In May 2017, a facelifted version of the City debuted in the Philippines with added LED headlights and fog lights for the VX+ and daytime running lights (DRLs) standard across the line.

====Singapore====
The City is available from Kah Motor (Honda's Singapore distributor) in 2 trim levels: V and SV. In 2018, with the facelifted City, the SV trim was further differentiated from the basic V trim with automatic climate controls, an aftermarket touchscreen head unit instead of a factory fitted one and boot spoiler, along with features previously offered prior to the facelift such as paddle shifters, push start, fog lamps and 16” rims.

It is also available as the Honda Grace through parallel import dealerships, in both petrol and hybrid versions, in basic DX and high spec LX trims.

====Taiwan====
Honda Taiwan first displayed the sixth-generation City at the 2014 Taipei Auto Show in which Honda also exhibited its NSX concept sports car. The Taiwanese market City was formally announced on 4 March 2014 and went on sale in the second quarter of the same year. This was the first time the City had been on sale in Taiwan since 2002, when the third-generation City ceased production. The model had ceased production in November 2020.

====Thailand====
The sixth-generation City received its ASEAN debut in Thailand on 23 January 2014. The 1.5-litre i-VTEC petrol engine, the only engine option for Thailand, has been tuned to comply with E85 fuel. The sixth-generation City is sold in six trim levels (S MT, S CVT, V CVT, V+ CVT, SV CVT and SV+ CVT). Certain Thai market variants are available with 2 airbags, Vehicle Stability Assist (VSA) and Hill Start Assist. 6 airbags is only available in top option SV+ trim (SV Plus).

====Vietnam====
The City, together with Honda CR-V, were Honda's top sellers in the country in 2014.

====Pakistan====
The sixth-generation City was launched in Pakistan in July 2021, replacing the long-running fifth-generation City.

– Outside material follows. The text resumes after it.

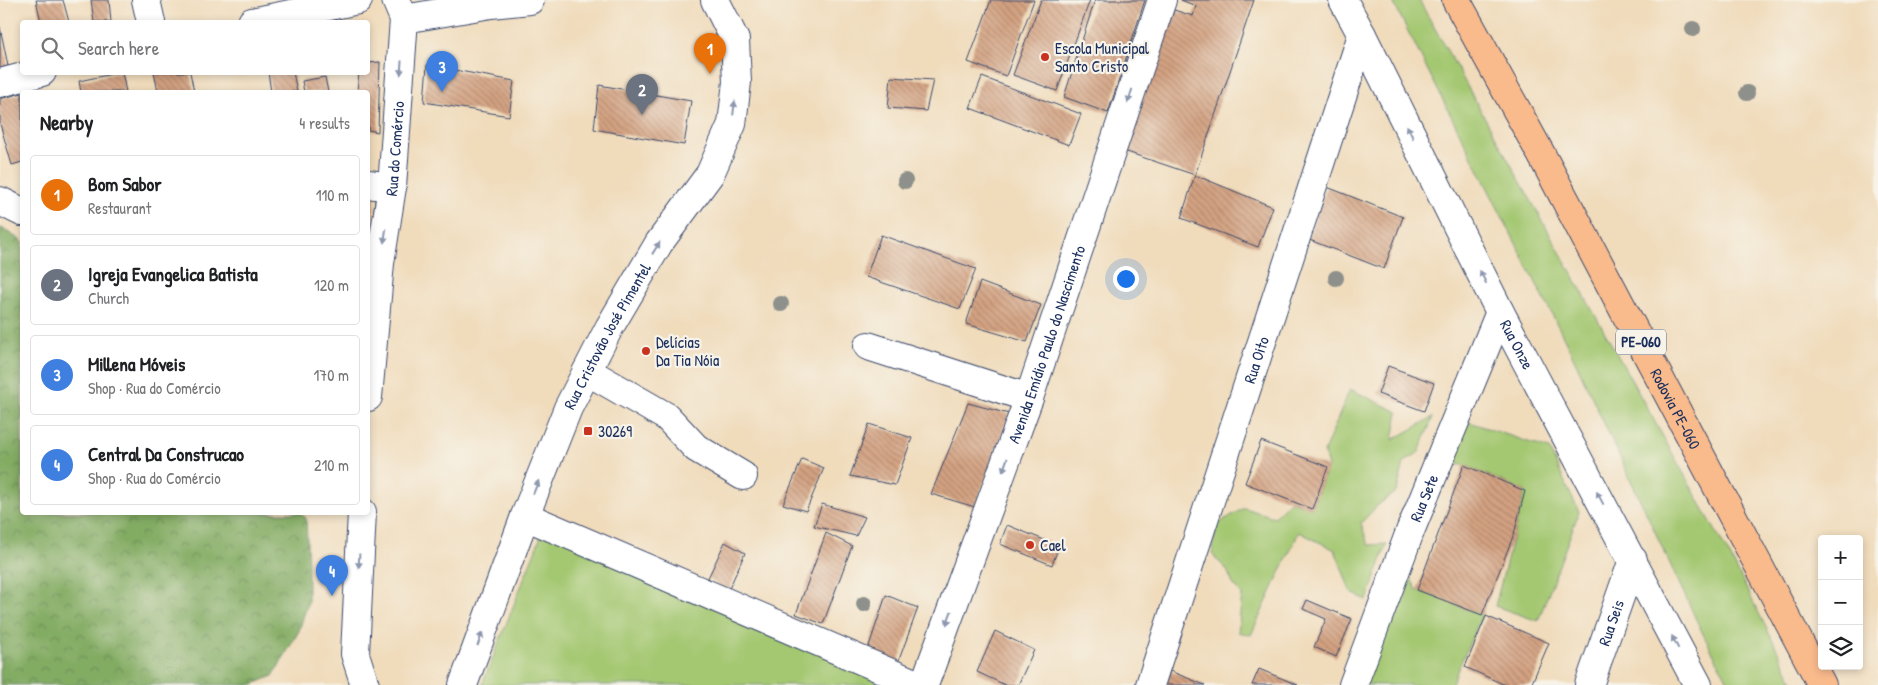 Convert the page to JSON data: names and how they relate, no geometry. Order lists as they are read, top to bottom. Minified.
{"streets":{"main road":["PE-060","Rodovia PE-060"],"street":["Rua do Comércio","Rua Cristovão José Pimentel","Avenida Emídio Paulo do Nascimento","Rua Onze","Rua Oito","Rua Sete","Rua Seis"]},"crossings":[["Rua Onze","Rua Oito"],["Rua Onze","Rua Sete"],["Rua Onze","Rua Seis"]],"one_way":["Rua do Comércio","Rua Cristovão José Pimentel","Avenida Emídio Paulo do Nascimento","Rua Onze"],"places":{"other":["Escola Municipal Santo Cristo","Delícias Da Tia Nóia","Cael"],"transit":["30269"]},"page":{"search":"Search here","pins":["1","3","2","4"],"heading":["Nearby","4 results"],"list":[{"mark":"1","name":"Bom Sabor","note":"Restaurant","value":"110 m"},{"mark":"2","name":"Igreja Evangelica Batista","note":"Church","value":"120 m"},{"mark":"3","name":"Millena Móveis","note":"Shop · Rua do Comércio","value":"170 m"},{"mark":"4","name":"Central Da Construcao","note":"Shop · Rua do Comércio","value":"210 m"}],"map_buttons":["+","−"]}}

Assembled locally, it was launched with two engine option, which are 1.2-litre and 1.5-litre petrol engines.

===Safety===
==== Global NCAP ====

Global NCAP 1.0 test results (India) Honda City (4th Gen) – 2 Airbags (H1 2022, similar to Latin NCAP 2013)
| Test | Score | Stars |
|---|---|---|
| Adult occupant protection | 12.03/17.00 | Star |
| Child occupant protection | 38.27/49.00 | Star |

==== Latin NCAP ====

Latin NCAP 1.5 test results 2015 Honda City sedan, LHD (2 airbags) (2015, similar to Euro NCAP 2002)
| Test | Points | Stars |
|---|---|---|
| Adult occupant: | 16.07/17.0 | Star |
| Child occupant: | 41.81/49.00 | Star |

==== ASEAN NCAP ====

ASEAN NCAP test results Honda City (2014)
| Test | Points | Stars |
|---|---|---|
| Adult occupant: | 15.80 | Star |
| Child occupant: | 83% | Star |
| Safety assist: | NA |  |

ASEAN NCAP test results Honda City (2014)
| Test | Points | Stars |
|---|---|---|
| Adult occupant: | 15.80 | Star |
| Child occupant: | 83% | Star |
| Safety assist: | NA |  |

==== Australia ====

ANCAP test results Honda City (2014)
| Test | Score |
|---|---|
| Overall | Star |
| Frontal offset | 14.62/16 |
| Side impact | 16/16 |
| Pole | 2/2 |
| Seat belt reminders | 3/3 |
| Whiplash protection | Good |
| Pedestrian protection | Adequate |
| Electronic stability control | Standard |

== Seventh generation (GN; 2019) ==

The seventh-generation City (fifth-generation as a sedan) was unveiled in Bangkok, Thailand, on 25 November 2019 in its sedan form. It shared its platform with the fourth-generation Fit/Jazz. While its dimensions have grown to the point that it is slightly larger than the ninth-generation Civic sedan (2011–2016), the City continues to be marketed and priced as a subcompact or B-segment car.

=== Sedan ===

==== Pre-facelift ====

Rear view (sedan, pre-facelift)
RS e:HEV sedan (pre-facelift)
RS e:HEV Rear view (sedan, pre-facelift)
Interior (pre-facelift)

==== First facelift ====

City sedan (first facelift)
Rear view (sedan, first facelift)
City RS sedan (first facelift)

==== Second facelift ====

RS e:HEV sedan (second facelift)
RS e:HEV Rear view (sedan, second facelift)
S sedan (second facelift)
S rear view (sedan, second facelift)

=== Hatchback ===
The hatchback version was launched in November 2020; 26 years after the body style was last used in 1994. Dimensions-wise, the hatchback is 208 mm shorter than the sedan at 4345 mm, which means it is close in size compared to the European ninth-generation Civic hatchback. Honda claimed hatchback offers more legroom than the sedan and offers the Ultra Seats carried from the Fit/Jazz and HR-V, allowing for four rear seat arrangements – utility, long, tall and refresh modes. The City Hatchback serves as a replacement to the Fit/Jazz in several emerging markets (except in South Africa, Singapore and Brunei where the Fit/Jazz is sold), and has been produced in Thailand, Indonesia, Malaysia, and Brazil.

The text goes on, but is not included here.